What they would understand almost instinctively, but in fact as a result of the “training” that has turned them into a precision instrument to achieve defined results, is that this kind of relationship is not based on quantifiable criteria. It does not relate how much of the employee’s time, if any, the individual customer gets to how much money the customer has, nor to the revenue that he or she can (read must) generate from the customer’s activities – right now, not in some amorphous, long-term future.

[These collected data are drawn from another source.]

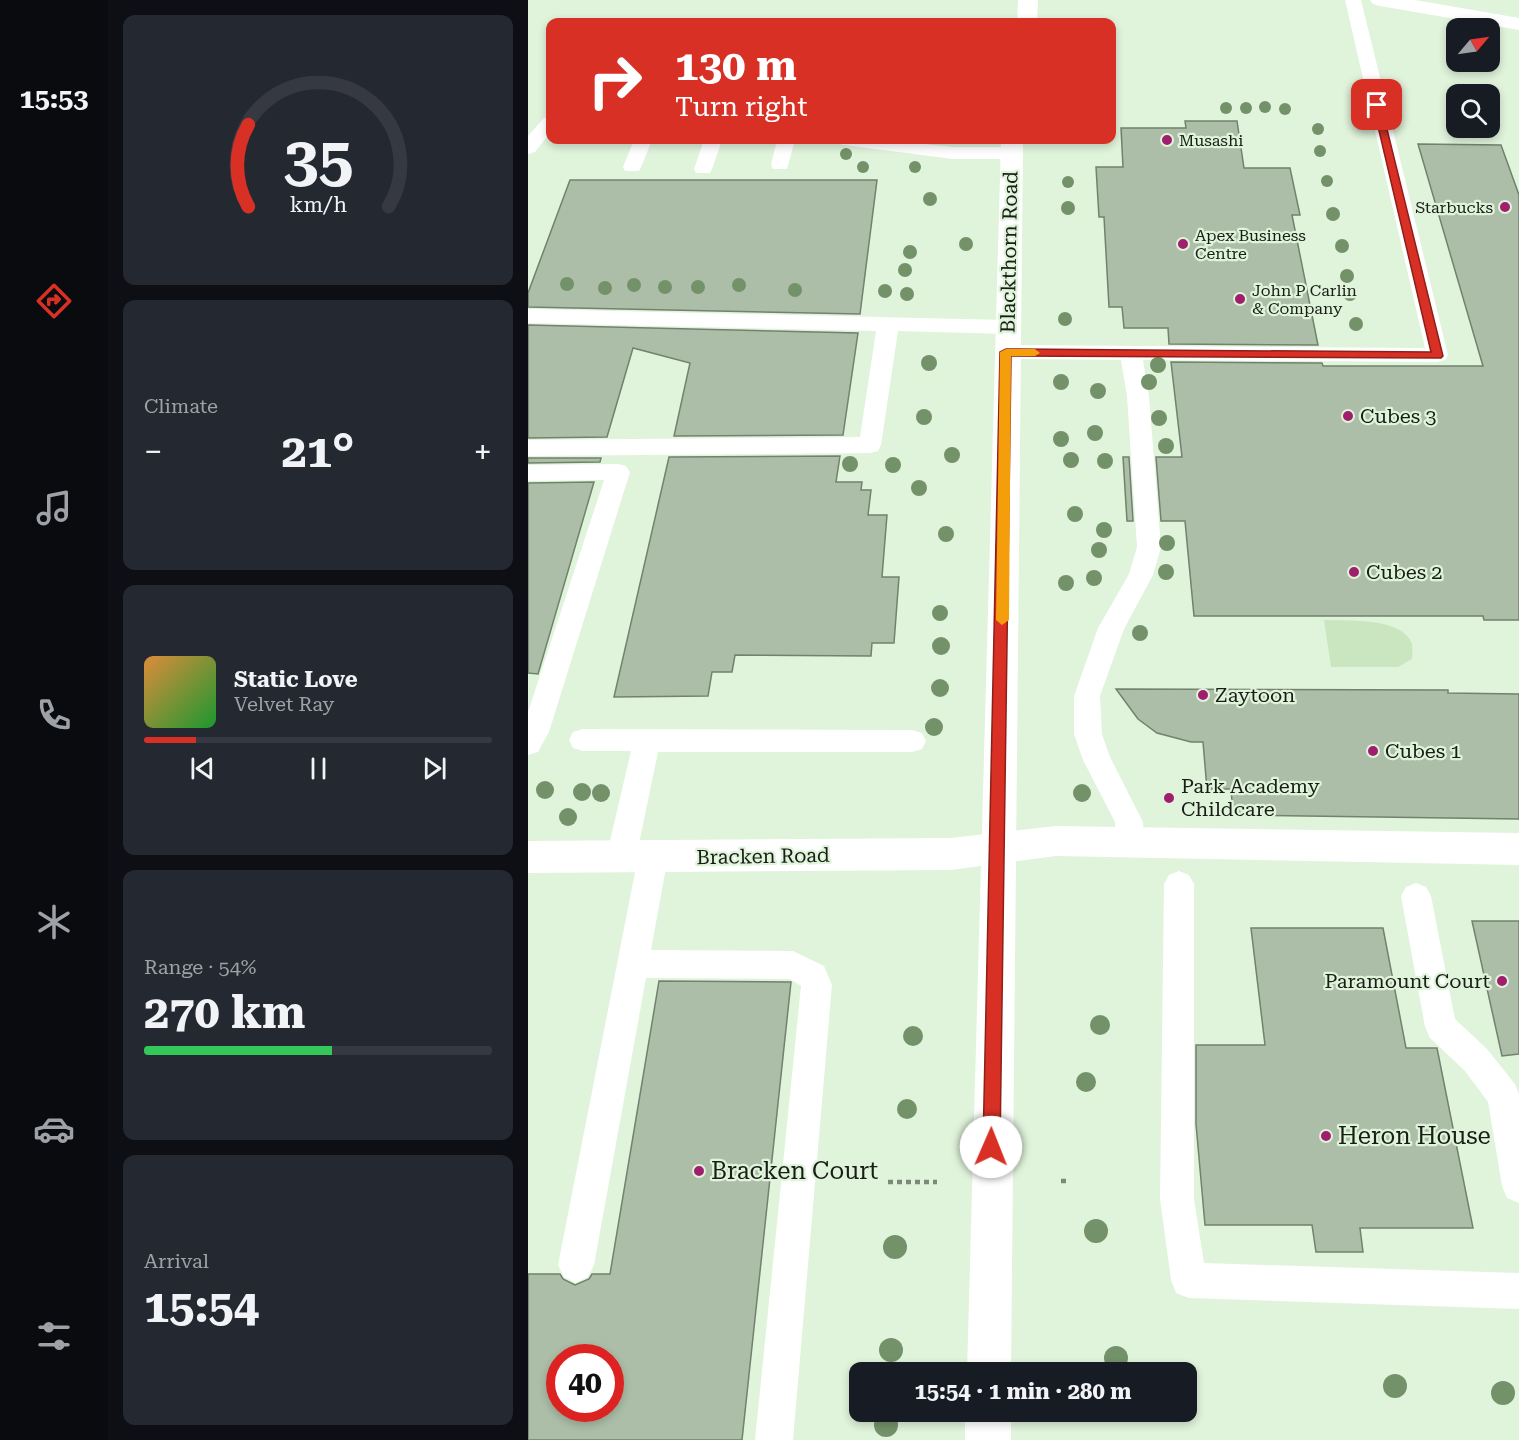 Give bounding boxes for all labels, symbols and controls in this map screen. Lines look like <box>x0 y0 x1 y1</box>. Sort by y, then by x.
north arrow <box>1446 18 1500 72</box>
map controls <box>1446 18 1500 138</box>
text: 130 m <box>675 41 797 90</box>
icon: right <box>576 42 654 120</box>
pin <box>1351 79 1402 130</box>
text: 15:53 <box>20 83 88 115</box>
button: search <box>1446 84 1500 138</box>
icon: arrive <box>1360 88 1393 121</box>
text: Turn right <box>675 91 808 123</box>
text: 35 <box>283 123 353 196</box>
place label: Musashi <box>1179 131 1243 150</box>
marker: Musashi <box>1160 133 1174 147</box>
street label: Blackthorn Road <box>996 171 1022 333</box>
text: km/h <box>289 192 347 217</box>
place label: Starbucks <box>1415 198 1493 217</box>
marker: Starbucks <box>1498 200 1512 214</box>
place label: Apex Business Centre <box>1195 226 1306 263</box>
marker: Apex Business Centre <box>1176 237 1190 251</box>
icon: directions <box>33 280 75 322</box>
place label: John P Carlin & Company <box>1252 281 1357 318</box>
marker: John P Carlin & Company <box>1233 292 1247 306</box>
text: Climate <box>144 394 218 418</box>
place label: Cubes 3 <box>1360 404 1437 428</box>
marker: Cubes 3 <box>1341 409 1355 423</box>
text: 21° <box>282 425 354 478</box>
text: − <box>144 432 162 471</box>
text: + <box>474 432 492 471</box>
icon: music <box>33 487 75 529</box>
place label: Cubes 2 <box>1366 560 1443 584</box>
marker: Cubes 2 <box>1347 565 1361 579</box>
text: Static Love <box>234 667 358 692</box>
place label: Zaytoon <box>1215 683 1295 707</box>
marker: Zaytoon <box>1196 688 1210 702</box>
text: Velvet Ray <box>234 692 334 716</box>
icon: phone <box>33 694 75 736</box>
place label: Cubes 1 <box>1385 739 1462 763</box>
marker: Cubes 1 <box>1366 744 1380 758</box>
icon: previous <box>186 752 219 785</box>
icon: pause <box>302 752 335 785</box>
icon: next <box>418 752 451 785</box>
place label: Park Academy Childcare <box>1181 774 1320 821</box>
marker: Park Academy Childcare <box>1162 791 1176 805</box>
street label: Bracken Road <box>696 843 830 869</box>
icon: climate <box>33 901 75 943</box>
text: Range · 54% <box>144 955 256 979</box>
place label: Paramount Court <box>1324 969 1491 993</box>
marker: Paramount Court <box>1495 974 1509 988</box>
text: 270 km <box>144 986 305 1039</box>
icon: car <box>33 1108 75 1150</box>
position arrow <box>959 1115 1023 1179</box>
place label: Heron House <box>1338 1122 1491 1150</box>
marker: Heron House <box>1319 1129 1333 1143</box>
place label: Bracken Court <box>711 1157 878 1185</box>
marker: Bracken Court <box>692 1164 706 1178</box>
text: Arrival <box>144 1249 209 1273</box>
text: 15:54 <box>144 1280 259 1333</box>
icon: filters <box>33 1315 75 1357</box>
speed limit sign: 40 <box>546 1344 624 1422</box>
text: 15:54 · 1 min · 280 m <box>914 1379 1132 1404</box>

These employees’ own relationship with their employer is cut of the same cloth. It is not a question of what set of capabilities they have and how these could be developed and honed over time into a long-term relationship – once known as a “career” – that would benefit and satisfy both parties to it. It is rather a question of whether they are, or can rapidly become, configured to the needs of the institution, the department or the unit in which they work and whether, in that context, they can generate the quantifiable results that define successful functioning, that day, week and month.
The longest-term framework in which most financial-services employees work is the calendar quarter because their employing institution is geared to generating results that are publicly published quarterly and that determine the fate of the company’s senior management and hence of all the serried ranks beneath that level.
To cover up the crassness of today’s “relationships” between financial institutions and their hapless customers (who are increasingly forced to use at least their basic services by law and hence delivered into their hands), there has grown up a veritable “Newspeak” in which words and phrases are used that seem positive and welcoming but are in fact a smokescreen covering up the very opposite intent.
Whether and for how long this structure of deceit and lies can survive is a serious question in its own right. But so long as it does, we the customers must train ourselves to be aware of our vulnerability and to protect ourselves as best we can.